Some common ways the baby fall
•    You could fall asleep while having the baby sleeping next to you and they roll over, or the caregiver drops them
•    You or the caregiver could trip and drop the baby
•    They fall from changing tables often.
•    They fall down the stairs while trying to climb or coming down as they love to try new things and explore their limits.
•    They can fall on toys and get hurt

Warning Signs
As mentioned before, babies tend to fall a lot. If your baby cries immediately, is not bleeding, and seems ok when you pick them ok then chances are they are ok.
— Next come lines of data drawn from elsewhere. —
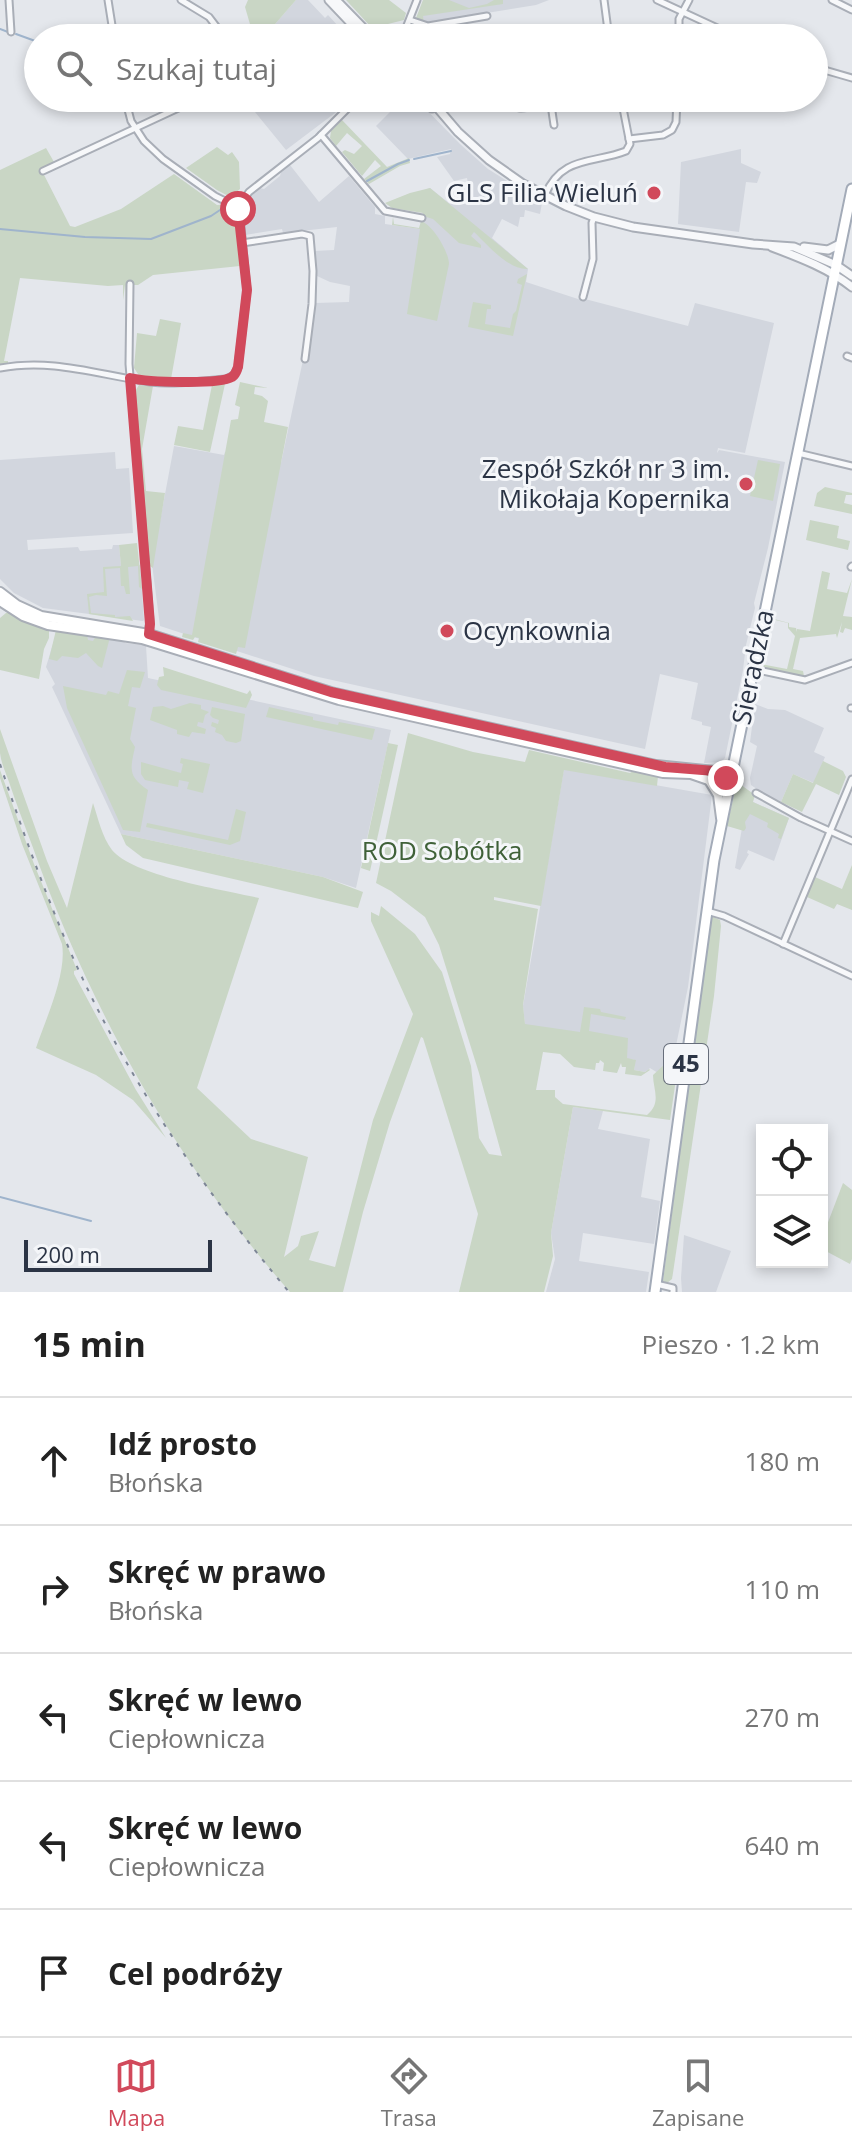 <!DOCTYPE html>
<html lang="pl">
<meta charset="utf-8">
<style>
body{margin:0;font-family:"Open Sans",sans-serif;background:#f2f2f2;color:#222}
.controls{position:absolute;right:24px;bottom:24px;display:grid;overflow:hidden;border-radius:0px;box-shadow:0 4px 12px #0003}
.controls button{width:72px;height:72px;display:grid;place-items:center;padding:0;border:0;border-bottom:2px solid #e0e0e0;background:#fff;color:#222;font:40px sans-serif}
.scale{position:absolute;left:24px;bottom:20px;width:188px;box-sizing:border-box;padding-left:8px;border:4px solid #2b3445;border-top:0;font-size:22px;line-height:28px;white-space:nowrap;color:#2b3445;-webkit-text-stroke:6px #f4f6f9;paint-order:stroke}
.stop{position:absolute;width:24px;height:24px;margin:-18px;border:6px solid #d1495b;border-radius:50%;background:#fff}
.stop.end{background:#d1495b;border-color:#fff;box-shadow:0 2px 8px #0008}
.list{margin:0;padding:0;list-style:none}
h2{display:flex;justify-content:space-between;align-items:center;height:104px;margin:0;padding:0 32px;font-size:34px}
h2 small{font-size:26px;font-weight:400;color:#767676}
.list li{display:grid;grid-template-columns:52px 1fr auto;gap:24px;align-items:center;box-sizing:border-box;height:128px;padding:0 32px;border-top:2px solid #e0e0e0}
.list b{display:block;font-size:30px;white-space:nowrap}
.list p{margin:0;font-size:26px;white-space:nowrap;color:#767676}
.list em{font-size:26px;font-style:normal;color:#767676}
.icon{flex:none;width:44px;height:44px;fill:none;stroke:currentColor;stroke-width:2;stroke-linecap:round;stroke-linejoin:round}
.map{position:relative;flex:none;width:852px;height:1292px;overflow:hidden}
.search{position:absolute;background:#fff;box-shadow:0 4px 12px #0003;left:24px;right:24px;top:24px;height:88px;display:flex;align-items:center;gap:20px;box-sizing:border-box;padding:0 28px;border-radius:44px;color:#767676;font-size:30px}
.sheet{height:744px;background:#fff}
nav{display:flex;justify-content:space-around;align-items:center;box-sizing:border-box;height:112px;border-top:2px solid #e0e0e0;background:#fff;font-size:22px;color:#767676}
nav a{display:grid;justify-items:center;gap:4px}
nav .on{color:#d1495b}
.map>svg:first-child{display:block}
</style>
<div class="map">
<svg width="852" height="1292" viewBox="0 0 852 1292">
<rect width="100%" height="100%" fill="#e4e7ec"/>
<g fill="#d2d6de">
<polygon points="296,0 308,0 325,18 328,15 349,38 263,38"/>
<polygon points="423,0 549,0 536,5 424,23 422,12"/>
<polygon points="268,98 350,98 335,113 286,150 255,112 269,102"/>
<polygon points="404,98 415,98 460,144 488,169 542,203 540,214 525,210 524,217 520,217 518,227 502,219 492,238 528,269 526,282 581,300 585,299 688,326 695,303 774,323 745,453 718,448 717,453 719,450 785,462 768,548 754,603 755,608 746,645 743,670 725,758 721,762 704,763 711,727 702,725 702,722 691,719 698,683 660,674 645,749 314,676 160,626 152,564 174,446 224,455 225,452 281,463 303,360 307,357 315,303 349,302 350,286 330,282 317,276 317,269 315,268 314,251 334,250 337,227 283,233 282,229 245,235 243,212 244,206 247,200 260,188 264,189 280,176 281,172 290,165 319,202 349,176 375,207 375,214 385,216 385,224 420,229 427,189 430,188 450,204 460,191 462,192 468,184 467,178 454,181 437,157 450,154 451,149 408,159 376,126"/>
<polygon points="741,149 741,163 761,172 757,183 746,182 739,232 678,224 681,162"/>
<polygon points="115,452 116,469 129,468 133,533 27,540 28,550 78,547 80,551 112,549 113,545 119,545 121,566 140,565 144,620 143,621 43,608 14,593 0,579 0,460"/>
<polygon points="64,632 123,638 125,643 144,645 146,646 148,678 391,730 356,888 323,877 121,834 52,687 55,684 46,667 56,634"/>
<polygon points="755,704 768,709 785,710 824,728 814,752 825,757 814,783 793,774 781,802 764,794 751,785 750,778 757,746 750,742"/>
<polygon points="564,769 712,795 688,987 670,1075 658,1073 650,1068 645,1072 634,1070 635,1060 527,1044 523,1006"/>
<polygon points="753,802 789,818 774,861 748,850 747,853 749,854 740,870 735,868 746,805"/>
<polygon points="573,1107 603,1111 598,1129 650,1139 641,1197 660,1201 654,1244 583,1233 579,1261 649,1272 646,1292 546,1292 555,1259 551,1233"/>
<polygon points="684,1235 731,1251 716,1292 682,1292 681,1278"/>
</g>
<g fill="#c9d6c5">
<polygon points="248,0 296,0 263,38 254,38 245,7"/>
<polygon points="346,0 389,0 406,13 404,20 372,28"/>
<polygon points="423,0 449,0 469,8 487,4 494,0 503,0 503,4 423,16 424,23 417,21 416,18"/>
<polygon points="342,120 387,167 409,158 410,163 400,166 369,184 364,179 381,166 375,160 362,176 342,152 345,150 354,154 362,146 347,133 336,146 330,138 331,131"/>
<polygon points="217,147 228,155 232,152 239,162 240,189 230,197 217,190 186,168"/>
<polygon points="46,148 54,162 41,169 70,226 75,227 121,209 174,174 217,205 233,204 235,206 244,291 240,266 153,275 138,285 127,285 126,302 125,285 123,300 123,285 108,286 20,278 4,361 8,361 8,364 0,366 0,170"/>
<path d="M430,188L528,269C508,270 488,245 474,232L471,236L481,245V248L459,243L433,219L423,216V213L392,208L385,203L410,193Z"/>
<path d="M393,217L394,224L419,228L421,221C433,225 449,252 449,264L437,321L407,314L420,229L392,225Z"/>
<polygon points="527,274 513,336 468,327 473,302 491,305 491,309 487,309 485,324 510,328 513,314 516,311 522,285 517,283 518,279"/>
<polygon points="160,319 181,323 171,379 156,379 155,377 147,376 146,378 140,377 134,368 137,333 156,336"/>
<polygon points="240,382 268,388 255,387 254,394 262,396 268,401 264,422 288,427 245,648 238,647 236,654 198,642 199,638 195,637 193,640 182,637 183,633 192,635 231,420 238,419 240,407 235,405"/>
<polygon points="225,384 210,452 174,445 178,426 203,430 212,385"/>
<polygon points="139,385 153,386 142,449 146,491 165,493 153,568 148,565 134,393"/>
<polygon points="758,460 780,464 773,501 750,496"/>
<polygon points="825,487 852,493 852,495 846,495 844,503 852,505 852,514 814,506 817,493"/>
<polygon points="810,520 839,526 837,538 850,541 848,550 806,540"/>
<polygon points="137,543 142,589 139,587 138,566 128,567 130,594 126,594 124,586 121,586 120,568 105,569 107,596 96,595 89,597 91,613 115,615 115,617 130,616 133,621 89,614 87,594 104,592 103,567 121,566 119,545"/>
<polygon points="822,571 830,573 827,589 847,593 852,579 843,616 852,617 852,630 845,628 843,633 840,632 842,622 837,638 836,634 800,638 793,669 803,671 804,676 761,667 761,664 787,669 795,636 788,628 788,623 771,619 772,614 774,614 774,619 789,623 789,627 796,628 797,632 797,629 810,631"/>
<polygon points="6,613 12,613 49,628 49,638 44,649 39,679 0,670 0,618"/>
<polygon points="56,630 87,635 88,640 93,641 96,636 110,637 102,668 98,666 86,653 78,658 62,656 57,661 49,659"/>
<polygon points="163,667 247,694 250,690 252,695 246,708 161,690 157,685 159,677 164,676"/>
<path d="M127,670L145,672L140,688L132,687L128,706L136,708L130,739L135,747C130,770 128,776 148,790L140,832L123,830L67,708L63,686L106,695L108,691L119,694Z"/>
<polygon points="190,703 201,705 201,709 209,712 205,715 203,723 198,722 197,726 206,729 205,734 192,732 189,737 177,734 177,730 150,720 153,707 163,706 171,709"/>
<polygon points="212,707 245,714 241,741 236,743 226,741 222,735 215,732 216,728 211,726 212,722 218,724 219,720 213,718 210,715"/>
<polygon points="269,707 313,717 313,720 338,725 339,722 375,729 372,740 266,717"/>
<path d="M0,729L47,861L67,908L93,803C98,818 102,837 112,850C133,876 224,890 259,898L197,1088L251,1139L308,1157L284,1257L298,1246L301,1236L319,1231L309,1260L335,1267L373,1120L413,1014L371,921V912L379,916L381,906L415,934L442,972L471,1066L479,1138L489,1154L502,1156L479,1073L439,945L425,917L391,891L376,883L408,733L473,752L525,762L529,750L630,773L633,771L658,776L657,786L564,770L541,906L494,897V900L538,909L523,1005L525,1024L580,1032L584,1007L600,1009L601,1012L626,1017L625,1020L591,1014L589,1031L628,1038L627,1058L636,1060L634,1070L645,1072L649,1069L650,1070L641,1076L625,1074L626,1067H622L621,1063L617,1073L603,1071L604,1063L600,1060L599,1063H596L595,1070L574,1067L560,1054L543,1052L536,1090H555V1097L563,1104L647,1115C662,1103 653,1089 653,1075L665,1064L678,1065L670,1120L573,1107L551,1233L553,1256L544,1292H459L478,1214L423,1038L421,1037L390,1122L363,1212L343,1292H290C176,1163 89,1007 32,845C24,824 16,803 9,782C6,773 1,763 0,753C0,745 0,737 0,729Z"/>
<polygon points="388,743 398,745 370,871 361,868"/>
<polygon points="181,758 210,764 203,793 187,789 189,782 179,780 178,787 145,780 141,774 141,762 181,773 183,764 180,763"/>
<polygon points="823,761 843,771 846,777 839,795 816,784 802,812 781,802 793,774 813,783"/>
<path d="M0,770L34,864L77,970L74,971V974L136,1090L166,1138L133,1100L96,1075L36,1048C46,1018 67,974 62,944L22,844L0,778Z"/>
<polygon points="737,782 755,795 753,802 789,818 781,839 778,838 779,834 767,827 768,823 750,814 745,822 746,828 744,831 727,826"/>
<polygon points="236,809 246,812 240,841 230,845 146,827 147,823 228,840"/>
<polygon points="121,834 323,877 363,892 358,908 143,858 126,845"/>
<polygon points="852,865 852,910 837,904 834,909 807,897 815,877 842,889"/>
<polygon points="711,916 720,920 721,926 714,996 673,1273 672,1279 667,1283 663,1281"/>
<polygon points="843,1183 852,1190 852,1259 850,1264 822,1249 822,1238"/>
</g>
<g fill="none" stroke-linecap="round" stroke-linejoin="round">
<g stroke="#9fb4cc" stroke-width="2">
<polyline points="0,29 8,32"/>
<polyline points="16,34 38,42"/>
<polyline points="414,159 451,151"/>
<polyline points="367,181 398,164 409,160"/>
<polyline points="0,229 85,237 151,239 211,216 220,210 234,209"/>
<polyline points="0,1197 91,1221"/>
</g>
<defs>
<g id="minor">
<polyline points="9,0 11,32"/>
<polyline points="108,0 114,38"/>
<polyline points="181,0 209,17 225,38"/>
<polyline points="604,0 609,38"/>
<polyline points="657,0 739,38"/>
<polyline points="832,0 852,10"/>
<polyline points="410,20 428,26 487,16"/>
<polyline points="402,38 417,0"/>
<polyline points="572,38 608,31"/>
<polyline points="679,38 679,19 689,0"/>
<polyline points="814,67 852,78"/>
<polyline points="125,98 131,121 144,141 163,159 215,196 225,201 240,203"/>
<path d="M497,98C521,113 523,108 550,103"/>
<polyline points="550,98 554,125"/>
<polyline points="321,135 385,211 422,218"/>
<polyline points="629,139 663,135 672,130 676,122 677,98"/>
<polyline points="43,171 200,98"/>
<path d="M545,195C562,155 593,164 626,151L630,144L621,98"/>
<polyline points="242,243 302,234 310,236 313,271 312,304 305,359"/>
<polyline points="130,284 129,364 150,621 148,634"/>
<polyline points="583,297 593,259 592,223 594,217"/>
<polyline points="847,356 852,358"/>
<path d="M0,368C53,358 98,375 150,382C174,385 201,381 226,379L234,375L238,367L247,290L239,206L249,192L318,138L358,98"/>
<polyline points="798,453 852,466"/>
<polyline points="851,567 852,566"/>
<polyline points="753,669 805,680 852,663"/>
<polyline points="851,708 852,708"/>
<polyline points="756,793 801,818 852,841"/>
<polyline points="707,911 724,916 852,976"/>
<polyline points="783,944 852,779"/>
<polyline points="656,1284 673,1288 673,1292"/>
</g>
<g id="tertiary">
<polyline points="329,0 365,38"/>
<polyline points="336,0 373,38"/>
<polyline points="422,98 432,108"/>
<polyline points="429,98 458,132 489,160 523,184 566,206 594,217 633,227 753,244 794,247 836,265 852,276"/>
<path d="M772,247C801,258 828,268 852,287"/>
<polyline points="804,247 828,250 840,244"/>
</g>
<g id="secondary">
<polyline points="0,592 17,605 41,616 149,634 331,692 656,765 715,771 730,783"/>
<polyline points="0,601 23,616 48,625 142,639 339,700 663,773 691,774 717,783 730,783"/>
<polyline points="710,782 718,795 721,818"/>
</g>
<polyline id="primary" points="655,1292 714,860 852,189"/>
</defs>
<use href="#minor" stroke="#a9aeb7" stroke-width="9"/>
<use href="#tertiary" stroke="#a9aeb7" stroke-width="11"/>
<use href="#secondary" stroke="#a9aeb7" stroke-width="12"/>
<use href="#primary" stroke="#a3abb8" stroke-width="13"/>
<use href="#minor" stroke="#f7f8fa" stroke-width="5"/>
<use href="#tertiary" stroke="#f7f8fa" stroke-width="7"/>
<use href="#secondary" stroke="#fff" stroke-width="8"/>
<use href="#primary" stroke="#fff" stroke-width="9"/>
<path stroke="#7d8696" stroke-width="2" stroke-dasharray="4 8" stroke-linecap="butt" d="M0,764C21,827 44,890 70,951C125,1076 202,1188 289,1292"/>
</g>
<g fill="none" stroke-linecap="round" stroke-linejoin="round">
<path stroke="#d1495b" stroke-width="10" d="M238,209L247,290L238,367C236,372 236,374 232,377C218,385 147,382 130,378L150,624L149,634L331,692L665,767L715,771L726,778"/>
</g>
<g fill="#d1495b" stroke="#f4f6f9" stroke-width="3">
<circle cx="654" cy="193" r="8"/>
<circle cx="746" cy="484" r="8"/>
<circle cx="447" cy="631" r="8"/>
</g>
<g text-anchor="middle" stroke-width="6" stroke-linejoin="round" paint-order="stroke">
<rect fill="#f4f6f9" stroke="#676e7b" stroke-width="2" x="664" y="1044" width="44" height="40" rx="6"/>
<g font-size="24" font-weight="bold" fill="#2b3445">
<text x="686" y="1072">45</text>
</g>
<g font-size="26" fill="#2b3445" stroke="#f4f6f9" text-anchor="end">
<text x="638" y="202">GLS Filia Wieluń</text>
<text x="730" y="478">Zespół Szkół nr 3 im.<tspan x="730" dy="30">Mikołaja Kopernika</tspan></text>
<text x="463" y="640" text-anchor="start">Ocynkownia</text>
</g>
<g font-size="26" fill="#2b3445" stroke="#f4f6f9">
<text transform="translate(753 667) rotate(-78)" y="9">Sieradzka</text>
</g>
<g font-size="26" fill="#3f6138" stroke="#f4f6f9">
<text x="442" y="860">ROD Sobótka</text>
</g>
</g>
</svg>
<div class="controls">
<button><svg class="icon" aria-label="locate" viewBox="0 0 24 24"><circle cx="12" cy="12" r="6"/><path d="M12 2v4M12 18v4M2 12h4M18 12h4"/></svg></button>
<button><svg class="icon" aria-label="layers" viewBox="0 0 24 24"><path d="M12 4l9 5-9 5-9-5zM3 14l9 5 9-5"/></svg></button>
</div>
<div class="scale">200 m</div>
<div class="stop" style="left:238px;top:209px"></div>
<div class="stop end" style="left:726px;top:778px"></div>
<div class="search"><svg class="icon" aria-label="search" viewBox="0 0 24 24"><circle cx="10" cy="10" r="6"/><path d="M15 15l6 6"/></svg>Szukaj tutaj</div>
</div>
<section class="sheet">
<h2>15 min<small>Pieszo · 1.2 km</small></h2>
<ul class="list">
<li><svg class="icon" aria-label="ahead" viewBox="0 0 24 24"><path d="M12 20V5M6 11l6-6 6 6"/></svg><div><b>Idź prosto</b><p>Błońska</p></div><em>180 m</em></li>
<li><svg class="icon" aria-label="right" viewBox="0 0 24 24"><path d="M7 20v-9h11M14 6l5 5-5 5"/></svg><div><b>Skręć w prawo</b><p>Błońska</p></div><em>110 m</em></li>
<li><svg class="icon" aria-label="left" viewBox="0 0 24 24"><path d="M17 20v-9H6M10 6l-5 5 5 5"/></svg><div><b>Skręć w lewo</b><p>Ciepłownicza</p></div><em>270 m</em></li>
<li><svg class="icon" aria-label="left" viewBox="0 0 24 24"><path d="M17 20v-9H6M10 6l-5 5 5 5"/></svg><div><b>Skręć w lewo</b><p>Ciepłownicza</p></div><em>640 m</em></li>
<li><svg class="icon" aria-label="arrive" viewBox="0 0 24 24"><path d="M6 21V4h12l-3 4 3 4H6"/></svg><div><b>Cel podróży</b></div></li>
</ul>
</section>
<nav>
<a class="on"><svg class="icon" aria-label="map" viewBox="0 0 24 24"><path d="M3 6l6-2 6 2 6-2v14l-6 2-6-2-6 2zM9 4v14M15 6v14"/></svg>Mapa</a>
<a><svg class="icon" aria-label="directions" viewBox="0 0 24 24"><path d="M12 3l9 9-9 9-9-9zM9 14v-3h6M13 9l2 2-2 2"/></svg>Trasa</a>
<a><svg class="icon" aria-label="saved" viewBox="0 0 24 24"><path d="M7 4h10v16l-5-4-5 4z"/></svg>Zapisane</a>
</nav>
However, there are a few warning signs that you should know and act upon immediately.
•    Your baby loses consciousness
•    Your baby immediately vomits
•    Baby is bleeding from the nose or ears
•    The soft spot (fontanelle) on their skull begins to swell
•    There are signs of a skull fracture (bruising, swelling of the head, bleeding, cut on the scalp)
•    Your baby is having a seizure
•    Your baby's limbs, neck, or spine look out of alignment or deformed, and you suspect a bone break
•    There is any sign your baby is not behaving like their normal self; for example, appearing lethargic or not feeding properly

Remember not to pick up the baby if you see signs of neck, spine, or scalp injury. Call emergency immediately and stay with the baby. Also, do not pick the baby if he is having a seizure, you might end up harming him more.

What You Can Do
If you don’t see any warning signs mentioned, you can pick him up to console him. Here’s what else you might do in the immediate aftermath of a non-emergency fall:
•    Call your doctor; they may or may not ask you to bring your baby in, but you should check in soon after a fall for advice
•    Clean any cuts or scrapes with soap and water
•    You can apply anti-bacterial cream and bandages to open wounds or cuts
•    You can also apply a cold compress or ice pack to any reddening spots or bumps to prevent swelling
•    Keep watch over your baby for the next several hours for signs of a concussion or other brain injury (dizziness, headache, extreme crankiness, seems less alert and less coordinated, looks sweaty, pale, or begins to vomit)
•    If your baby is sleepy, your doctor may advise you to let them sleep, but check on them at two-hour intervals to make sure they are doing well
How to Prevent Future Falls

To prevent the most common kinds of the baby falls:
•    Don’t leave the baby alone on the bed or on the changing table. They move quickly and will be down before you realize it. Keep one hand on the baby if you need to turn or pick him up to be safe.
•    Baby walkers seem useful but are very dangerous. Most babies fall out of it and hit their heads and chest badly.
•    Never leave your car seat or baby seat on an elevated surface when your baby is in it; always place it on the floor.
•    Always keep an eye on the baby when they start crawling or walking. If you need to step away, place them in a secure location such as a playpen or crib.
•    Place properly installed baby gates on all stairs in your home.
•    Make sure all windows have locks; consider safety guard rails as well.
•    Keep your baby’s crib sides up and secure.
•    Always use safety belts and safety straps on car seats, baby chairs, and high chairs.
•    Place furniture away from windows and make sure it is secure.
•    Anchor bookcases, chests of drawers, and TV stands to the wall.